From the data below, retype exactly the lines starting with the one that contains "context.save();" and ending with the one that contains "M 1486,293 L", both included.

──────── Exercise material ────────

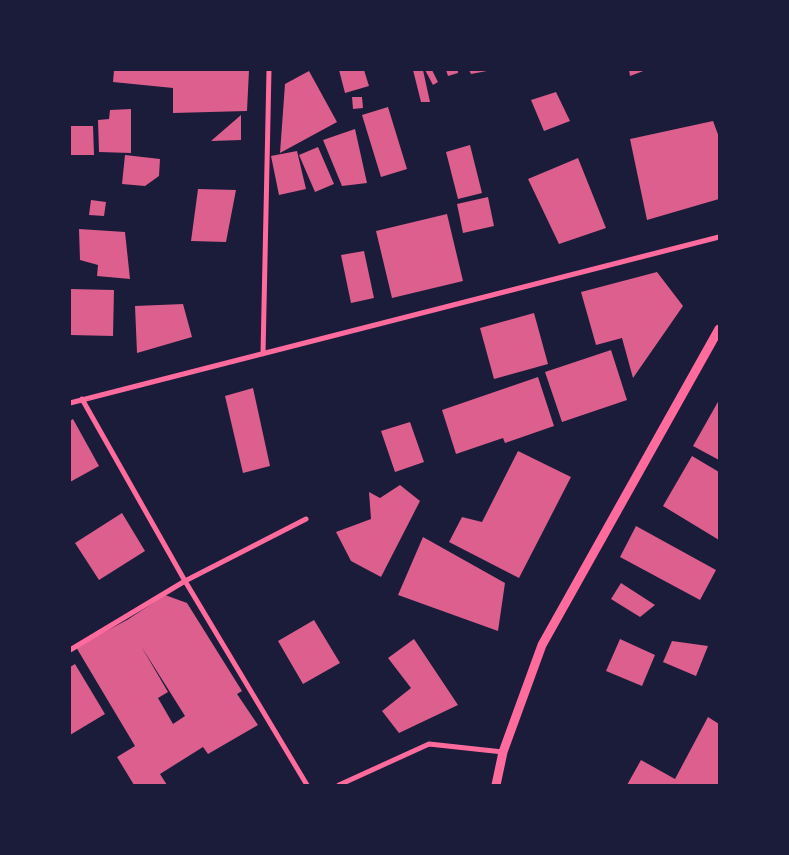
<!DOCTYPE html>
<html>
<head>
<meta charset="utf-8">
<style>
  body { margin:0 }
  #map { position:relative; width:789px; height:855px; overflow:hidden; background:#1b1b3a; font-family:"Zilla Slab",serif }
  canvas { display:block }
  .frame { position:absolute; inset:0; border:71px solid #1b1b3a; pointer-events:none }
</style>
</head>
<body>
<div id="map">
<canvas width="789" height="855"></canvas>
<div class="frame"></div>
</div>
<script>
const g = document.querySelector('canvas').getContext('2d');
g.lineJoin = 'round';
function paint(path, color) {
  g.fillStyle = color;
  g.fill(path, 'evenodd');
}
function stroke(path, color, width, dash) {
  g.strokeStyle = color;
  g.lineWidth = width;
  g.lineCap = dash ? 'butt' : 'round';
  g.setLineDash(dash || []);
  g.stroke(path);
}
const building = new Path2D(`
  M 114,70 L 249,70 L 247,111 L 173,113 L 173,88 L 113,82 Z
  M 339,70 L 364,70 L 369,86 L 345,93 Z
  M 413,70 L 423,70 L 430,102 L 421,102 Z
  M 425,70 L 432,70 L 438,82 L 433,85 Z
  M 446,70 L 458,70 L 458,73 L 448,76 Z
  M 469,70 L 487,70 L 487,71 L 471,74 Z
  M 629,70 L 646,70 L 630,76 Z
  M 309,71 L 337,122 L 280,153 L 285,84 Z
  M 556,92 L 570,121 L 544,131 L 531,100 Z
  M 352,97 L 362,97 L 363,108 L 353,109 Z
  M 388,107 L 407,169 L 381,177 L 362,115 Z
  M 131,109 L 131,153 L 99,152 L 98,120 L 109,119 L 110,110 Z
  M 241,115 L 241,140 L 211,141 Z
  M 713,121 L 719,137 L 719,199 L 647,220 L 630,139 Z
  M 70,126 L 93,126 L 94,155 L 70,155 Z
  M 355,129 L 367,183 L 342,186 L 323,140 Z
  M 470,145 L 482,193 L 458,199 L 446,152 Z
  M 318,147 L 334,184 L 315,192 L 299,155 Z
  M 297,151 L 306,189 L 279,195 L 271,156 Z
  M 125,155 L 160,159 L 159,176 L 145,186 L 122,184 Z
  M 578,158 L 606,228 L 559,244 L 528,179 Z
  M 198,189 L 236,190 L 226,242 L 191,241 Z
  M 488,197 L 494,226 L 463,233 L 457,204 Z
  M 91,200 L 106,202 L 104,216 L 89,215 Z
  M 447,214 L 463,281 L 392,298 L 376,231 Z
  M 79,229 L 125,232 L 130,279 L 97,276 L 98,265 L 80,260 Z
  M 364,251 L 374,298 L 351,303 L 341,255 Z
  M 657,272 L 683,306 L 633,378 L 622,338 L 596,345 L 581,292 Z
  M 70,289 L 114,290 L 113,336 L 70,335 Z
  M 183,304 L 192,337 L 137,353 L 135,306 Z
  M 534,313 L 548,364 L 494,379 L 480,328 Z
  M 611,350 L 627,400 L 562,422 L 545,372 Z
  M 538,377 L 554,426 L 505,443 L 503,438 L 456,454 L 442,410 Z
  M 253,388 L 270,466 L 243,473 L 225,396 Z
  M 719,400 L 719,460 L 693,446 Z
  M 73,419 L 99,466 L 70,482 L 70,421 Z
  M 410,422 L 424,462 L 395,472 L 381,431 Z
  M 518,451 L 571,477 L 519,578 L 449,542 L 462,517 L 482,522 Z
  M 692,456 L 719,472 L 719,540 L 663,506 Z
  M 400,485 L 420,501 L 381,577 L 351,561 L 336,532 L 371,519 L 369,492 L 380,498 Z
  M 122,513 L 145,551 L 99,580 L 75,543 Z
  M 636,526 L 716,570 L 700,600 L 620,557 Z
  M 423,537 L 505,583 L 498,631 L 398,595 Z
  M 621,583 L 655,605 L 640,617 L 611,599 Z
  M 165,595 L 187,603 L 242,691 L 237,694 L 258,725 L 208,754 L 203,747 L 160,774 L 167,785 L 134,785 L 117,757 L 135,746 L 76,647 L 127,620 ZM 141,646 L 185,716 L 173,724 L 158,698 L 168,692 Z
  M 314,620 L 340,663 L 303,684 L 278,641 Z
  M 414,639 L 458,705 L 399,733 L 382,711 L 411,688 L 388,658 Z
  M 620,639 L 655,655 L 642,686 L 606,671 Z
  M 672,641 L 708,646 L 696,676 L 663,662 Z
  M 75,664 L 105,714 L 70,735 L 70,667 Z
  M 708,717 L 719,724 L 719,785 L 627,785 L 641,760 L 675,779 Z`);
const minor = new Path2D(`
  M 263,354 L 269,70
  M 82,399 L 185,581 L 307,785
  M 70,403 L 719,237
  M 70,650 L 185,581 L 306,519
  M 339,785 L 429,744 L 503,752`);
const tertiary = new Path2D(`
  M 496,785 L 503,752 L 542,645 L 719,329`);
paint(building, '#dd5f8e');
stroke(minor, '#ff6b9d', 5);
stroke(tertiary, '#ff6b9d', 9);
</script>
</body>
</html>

────────
──────── Exercise material ────────

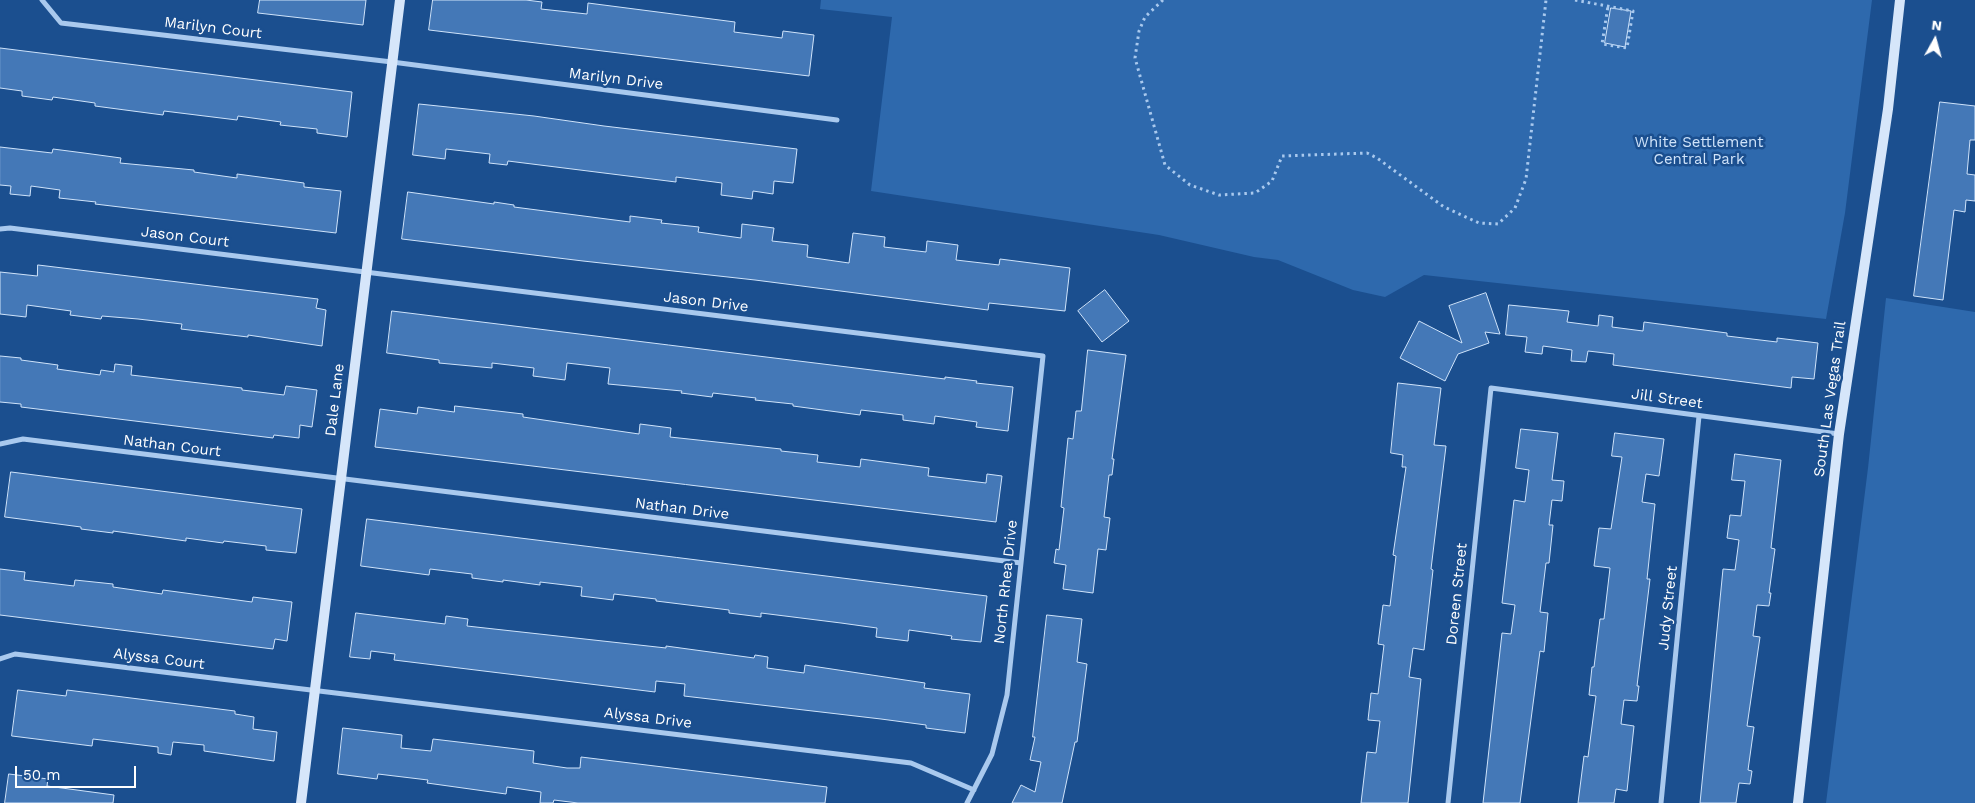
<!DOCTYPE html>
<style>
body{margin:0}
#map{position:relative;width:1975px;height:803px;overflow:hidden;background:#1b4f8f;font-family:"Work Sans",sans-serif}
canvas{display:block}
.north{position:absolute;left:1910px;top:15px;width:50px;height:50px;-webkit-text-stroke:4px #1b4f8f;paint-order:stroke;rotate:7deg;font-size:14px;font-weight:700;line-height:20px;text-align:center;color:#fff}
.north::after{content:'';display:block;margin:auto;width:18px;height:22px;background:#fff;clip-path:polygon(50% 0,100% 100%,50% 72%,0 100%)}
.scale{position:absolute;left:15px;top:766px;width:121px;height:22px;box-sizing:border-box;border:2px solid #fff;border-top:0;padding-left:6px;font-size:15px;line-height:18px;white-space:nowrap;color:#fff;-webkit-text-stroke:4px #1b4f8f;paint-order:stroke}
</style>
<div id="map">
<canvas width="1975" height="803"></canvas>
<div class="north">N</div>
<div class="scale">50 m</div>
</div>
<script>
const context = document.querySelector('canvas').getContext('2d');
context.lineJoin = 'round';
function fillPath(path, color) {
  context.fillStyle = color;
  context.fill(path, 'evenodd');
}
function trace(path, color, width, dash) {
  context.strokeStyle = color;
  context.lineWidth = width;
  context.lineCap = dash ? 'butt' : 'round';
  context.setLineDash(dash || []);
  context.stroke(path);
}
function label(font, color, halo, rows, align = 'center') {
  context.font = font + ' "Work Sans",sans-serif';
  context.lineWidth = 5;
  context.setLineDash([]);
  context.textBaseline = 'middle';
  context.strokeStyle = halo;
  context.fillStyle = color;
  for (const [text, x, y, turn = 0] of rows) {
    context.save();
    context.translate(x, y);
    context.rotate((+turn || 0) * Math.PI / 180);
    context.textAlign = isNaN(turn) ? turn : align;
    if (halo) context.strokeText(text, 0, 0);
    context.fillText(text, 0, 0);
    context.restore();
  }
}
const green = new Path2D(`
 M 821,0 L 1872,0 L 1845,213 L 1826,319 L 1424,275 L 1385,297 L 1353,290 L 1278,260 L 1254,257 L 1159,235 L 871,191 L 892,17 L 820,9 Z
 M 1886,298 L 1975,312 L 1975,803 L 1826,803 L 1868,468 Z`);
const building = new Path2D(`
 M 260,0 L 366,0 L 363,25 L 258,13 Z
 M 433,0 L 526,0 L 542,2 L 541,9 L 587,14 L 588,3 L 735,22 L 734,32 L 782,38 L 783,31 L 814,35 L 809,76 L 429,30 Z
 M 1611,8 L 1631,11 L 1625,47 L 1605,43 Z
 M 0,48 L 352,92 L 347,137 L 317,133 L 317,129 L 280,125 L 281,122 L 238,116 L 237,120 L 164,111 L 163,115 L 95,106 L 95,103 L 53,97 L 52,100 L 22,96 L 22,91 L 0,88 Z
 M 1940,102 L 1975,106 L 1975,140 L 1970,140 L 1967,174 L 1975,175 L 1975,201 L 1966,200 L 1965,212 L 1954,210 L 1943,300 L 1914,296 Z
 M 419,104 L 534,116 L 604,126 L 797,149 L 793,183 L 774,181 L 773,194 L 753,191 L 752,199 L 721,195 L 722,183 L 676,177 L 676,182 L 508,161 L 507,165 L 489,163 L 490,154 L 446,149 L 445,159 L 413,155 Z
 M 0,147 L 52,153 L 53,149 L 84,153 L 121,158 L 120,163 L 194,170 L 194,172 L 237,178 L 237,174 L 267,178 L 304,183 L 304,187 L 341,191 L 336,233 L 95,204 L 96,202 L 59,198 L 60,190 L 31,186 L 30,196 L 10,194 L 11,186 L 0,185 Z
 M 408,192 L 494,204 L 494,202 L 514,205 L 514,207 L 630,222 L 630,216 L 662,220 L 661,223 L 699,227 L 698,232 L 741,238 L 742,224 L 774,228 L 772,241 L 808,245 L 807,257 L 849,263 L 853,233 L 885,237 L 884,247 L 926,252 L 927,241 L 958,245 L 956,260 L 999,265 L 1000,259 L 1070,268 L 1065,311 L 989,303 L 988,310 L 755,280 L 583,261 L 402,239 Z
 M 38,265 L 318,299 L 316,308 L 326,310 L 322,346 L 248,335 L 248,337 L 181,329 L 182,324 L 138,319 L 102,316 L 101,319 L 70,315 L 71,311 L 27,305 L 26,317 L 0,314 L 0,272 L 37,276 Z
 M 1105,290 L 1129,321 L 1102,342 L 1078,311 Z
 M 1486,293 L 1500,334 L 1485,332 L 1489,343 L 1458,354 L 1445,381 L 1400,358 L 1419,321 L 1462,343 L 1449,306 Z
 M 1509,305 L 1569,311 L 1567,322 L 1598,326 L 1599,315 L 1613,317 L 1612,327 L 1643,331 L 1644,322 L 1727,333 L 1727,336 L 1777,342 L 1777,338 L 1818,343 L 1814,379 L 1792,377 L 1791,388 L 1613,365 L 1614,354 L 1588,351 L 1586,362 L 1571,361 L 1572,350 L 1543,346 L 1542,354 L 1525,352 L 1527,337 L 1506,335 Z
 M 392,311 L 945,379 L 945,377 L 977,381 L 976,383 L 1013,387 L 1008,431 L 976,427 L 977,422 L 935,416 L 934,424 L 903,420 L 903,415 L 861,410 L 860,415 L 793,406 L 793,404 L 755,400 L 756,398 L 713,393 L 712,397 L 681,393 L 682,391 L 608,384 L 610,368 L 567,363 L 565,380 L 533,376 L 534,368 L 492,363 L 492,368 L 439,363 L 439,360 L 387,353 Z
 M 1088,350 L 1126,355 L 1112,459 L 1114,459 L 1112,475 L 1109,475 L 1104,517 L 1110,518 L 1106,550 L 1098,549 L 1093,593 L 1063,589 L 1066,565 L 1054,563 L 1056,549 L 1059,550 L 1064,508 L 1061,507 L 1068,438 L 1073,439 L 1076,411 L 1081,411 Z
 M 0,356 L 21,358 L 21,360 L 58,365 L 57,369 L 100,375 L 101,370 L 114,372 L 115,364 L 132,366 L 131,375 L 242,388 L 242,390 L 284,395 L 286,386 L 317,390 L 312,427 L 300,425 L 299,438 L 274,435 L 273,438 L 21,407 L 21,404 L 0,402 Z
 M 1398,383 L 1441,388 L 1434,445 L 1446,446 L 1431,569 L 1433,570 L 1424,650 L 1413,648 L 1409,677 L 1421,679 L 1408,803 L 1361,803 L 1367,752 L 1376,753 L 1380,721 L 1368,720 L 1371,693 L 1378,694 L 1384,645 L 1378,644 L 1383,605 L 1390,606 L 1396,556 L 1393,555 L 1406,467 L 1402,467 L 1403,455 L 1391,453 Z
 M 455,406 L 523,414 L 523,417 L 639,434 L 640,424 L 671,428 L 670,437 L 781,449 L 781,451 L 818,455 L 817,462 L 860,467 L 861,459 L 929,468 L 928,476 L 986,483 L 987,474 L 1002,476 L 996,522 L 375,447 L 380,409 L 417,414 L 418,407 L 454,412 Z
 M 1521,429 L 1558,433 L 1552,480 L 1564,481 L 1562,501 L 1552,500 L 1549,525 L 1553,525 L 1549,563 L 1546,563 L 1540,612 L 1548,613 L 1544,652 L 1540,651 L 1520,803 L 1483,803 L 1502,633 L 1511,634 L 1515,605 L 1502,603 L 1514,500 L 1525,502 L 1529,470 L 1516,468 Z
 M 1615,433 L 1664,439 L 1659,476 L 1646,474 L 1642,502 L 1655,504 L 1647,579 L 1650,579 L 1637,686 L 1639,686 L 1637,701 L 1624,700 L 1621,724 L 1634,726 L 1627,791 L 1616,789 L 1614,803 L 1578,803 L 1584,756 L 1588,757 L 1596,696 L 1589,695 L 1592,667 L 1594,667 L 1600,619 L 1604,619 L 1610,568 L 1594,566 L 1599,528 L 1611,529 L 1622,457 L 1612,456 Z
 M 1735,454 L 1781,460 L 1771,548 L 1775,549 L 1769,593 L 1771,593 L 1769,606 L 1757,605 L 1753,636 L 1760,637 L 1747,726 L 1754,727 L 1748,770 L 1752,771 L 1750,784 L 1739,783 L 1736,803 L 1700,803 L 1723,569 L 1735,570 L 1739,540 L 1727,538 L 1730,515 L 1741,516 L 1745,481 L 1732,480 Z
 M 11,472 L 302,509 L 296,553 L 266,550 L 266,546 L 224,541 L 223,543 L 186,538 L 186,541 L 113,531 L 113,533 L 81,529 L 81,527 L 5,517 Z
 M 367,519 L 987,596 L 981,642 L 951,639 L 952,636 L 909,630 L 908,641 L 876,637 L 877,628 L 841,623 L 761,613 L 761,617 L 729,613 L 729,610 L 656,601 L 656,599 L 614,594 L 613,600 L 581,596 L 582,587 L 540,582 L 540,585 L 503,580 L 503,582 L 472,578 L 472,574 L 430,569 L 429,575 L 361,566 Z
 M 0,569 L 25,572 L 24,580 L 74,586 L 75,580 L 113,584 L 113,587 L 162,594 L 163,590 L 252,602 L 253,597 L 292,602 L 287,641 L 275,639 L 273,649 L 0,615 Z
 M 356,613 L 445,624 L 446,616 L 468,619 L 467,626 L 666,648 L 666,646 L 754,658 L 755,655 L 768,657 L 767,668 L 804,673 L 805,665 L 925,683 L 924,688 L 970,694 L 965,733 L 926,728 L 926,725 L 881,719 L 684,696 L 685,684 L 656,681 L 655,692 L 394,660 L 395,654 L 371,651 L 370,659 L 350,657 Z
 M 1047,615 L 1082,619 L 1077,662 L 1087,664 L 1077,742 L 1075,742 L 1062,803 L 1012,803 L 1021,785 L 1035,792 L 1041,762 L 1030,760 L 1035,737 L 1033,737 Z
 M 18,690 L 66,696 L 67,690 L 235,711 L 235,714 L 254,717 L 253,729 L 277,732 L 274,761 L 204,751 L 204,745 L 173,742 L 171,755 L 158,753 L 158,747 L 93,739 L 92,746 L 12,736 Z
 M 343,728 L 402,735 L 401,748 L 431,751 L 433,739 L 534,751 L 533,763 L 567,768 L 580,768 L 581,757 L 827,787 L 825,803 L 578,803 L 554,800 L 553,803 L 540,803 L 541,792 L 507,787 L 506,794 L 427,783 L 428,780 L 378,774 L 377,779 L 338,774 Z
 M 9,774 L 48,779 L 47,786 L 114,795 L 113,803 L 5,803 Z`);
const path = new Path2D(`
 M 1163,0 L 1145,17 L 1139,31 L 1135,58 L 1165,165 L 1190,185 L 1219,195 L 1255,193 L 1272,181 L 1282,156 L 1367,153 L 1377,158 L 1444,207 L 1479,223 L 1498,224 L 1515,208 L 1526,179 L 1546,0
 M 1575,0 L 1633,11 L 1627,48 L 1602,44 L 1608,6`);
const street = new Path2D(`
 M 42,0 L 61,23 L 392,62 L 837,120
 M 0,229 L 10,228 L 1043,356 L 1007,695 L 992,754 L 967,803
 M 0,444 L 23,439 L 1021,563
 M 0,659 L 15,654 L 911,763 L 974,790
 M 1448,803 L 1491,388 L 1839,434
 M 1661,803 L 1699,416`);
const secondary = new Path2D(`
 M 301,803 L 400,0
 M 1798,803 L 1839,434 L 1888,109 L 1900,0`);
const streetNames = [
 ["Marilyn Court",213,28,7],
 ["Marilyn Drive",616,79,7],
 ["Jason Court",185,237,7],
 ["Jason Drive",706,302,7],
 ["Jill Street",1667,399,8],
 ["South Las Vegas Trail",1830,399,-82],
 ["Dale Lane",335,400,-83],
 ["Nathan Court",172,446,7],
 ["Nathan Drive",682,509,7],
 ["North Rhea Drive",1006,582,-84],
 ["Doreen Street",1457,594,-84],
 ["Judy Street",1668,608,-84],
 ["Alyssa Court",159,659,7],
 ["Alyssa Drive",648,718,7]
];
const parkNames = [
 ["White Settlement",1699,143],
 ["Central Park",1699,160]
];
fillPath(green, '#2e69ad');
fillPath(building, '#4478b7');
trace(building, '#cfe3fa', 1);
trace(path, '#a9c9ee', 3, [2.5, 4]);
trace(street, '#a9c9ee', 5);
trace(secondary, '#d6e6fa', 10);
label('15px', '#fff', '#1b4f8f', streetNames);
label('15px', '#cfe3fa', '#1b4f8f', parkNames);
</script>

────────

→ Exercise solution
    context.save();
    context.translate(x, y);
    context.rotate((+turn || 0) * Math.PI / 180);
    context.textAlign = isNaN(turn) ? turn : align;
    if (halo) context.strokeText(text, 0, 0);
    context.fillText(text, 0, 0);
    context.restore();
  }
}
const green = new Path2D(`
 M 821,0 L 1872,0 L 1845,213 L 1826,319 L 1424,275 L 1385,297 L 1353,290 L 1278,260 L 1254,257 L 1159,235 L 871,191 L 892,17 L 820,9 Z
 M 1886,298 L 1975,312 L 1975,803 L 1826,803 L 1868,468 Z`);
const building = new Path2D(`
 M 260,0 L 366,0 L 363,25 L 258,13 Z
 M 433,0 L 526,0 L 542,2 L 541,9 L 587,14 L 588,3 L 735,22 L 734,32 L 782,38 L 783,31 L 814,35 L 809,76 L 429,30 Z
 M 1611,8 L 1631,11 L 1625,47 L 1605,43 Z
 M 0,48 L 352,92 L 347,137 L 317,133 L 317,129 L 280,125 L 281,122 L 238,116 L 237,120 L 164,111 L 163,115 L 95,106 L 95,103 L 53,97 L 52,100 L 22,96 L 22,91 L 0,88 Z
 M 1940,102 L 1975,106 L 1975,140 L 1970,140 L 1967,174 L 1975,175 L 1975,201 L 1966,200 L 1965,212 L 1954,210 L 1943,300 L 1914,296 Z
 M 419,104 L 534,116 L 604,126 L 797,149 L 793,183 L 774,181 L 773,194 L 753,191 L 752,199 L 721,195 L 722,183 L 676,177 L 676,182 L 508,161 L 507,165 L 489,163 L 490,154 L 446,149 L 445,159 L 413,155 Z
 M 0,147 L 52,153 L 53,149 L 84,153 L 121,158 L 120,163 L 194,170 L 194,172 L 237,178 L 237,174 L 267,178 L 304,183 L 304,187 L 341,191 L 336,233 L 95,204 L 96,202 L 59,198 L 60,190 L 31,186 L 30,196 L 10,194 L 11,186 L 0,185 Z
 M 408,192 L 494,204 L 494,202 L 514,205 L 514,207 L 630,222 L 630,216 L 662,220 L 661,223 L 699,227 L 698,232 L 741,238 L 742,224 L 774,228 L 772,241 L 808,245 L 807,257 L 849,263 L 853,233 L 885,237 L 884,247 L 926,252 L 927,241 L 958,245 L 956,260 L 999,265 L 1000,259 L 1070,268 L 1065,311 L 989,303 L 988,310 L 755,280 L 583,261 L 402,239 Z
 M 38,265 L 318,299 L 316,308 L 326,310 L 322,346 L 248,335 L 248,337 L 181,329 L 182,324 L 138,319 L 102,316 L 101,319 L 70,315 L 71,311 L 27,305 L 26,317 L 0,314 L 0,272 L 37,276 Z
 M 1105,290 L 1129,321 L 1102,342 L 1078,311 Z
 M 1486,293 L 1500,334 L 1485,332 L 1489,343 L 1458,354 L 1445,381 L 1400,358 L 1419,321 L 1462,343 L 1449,306 Z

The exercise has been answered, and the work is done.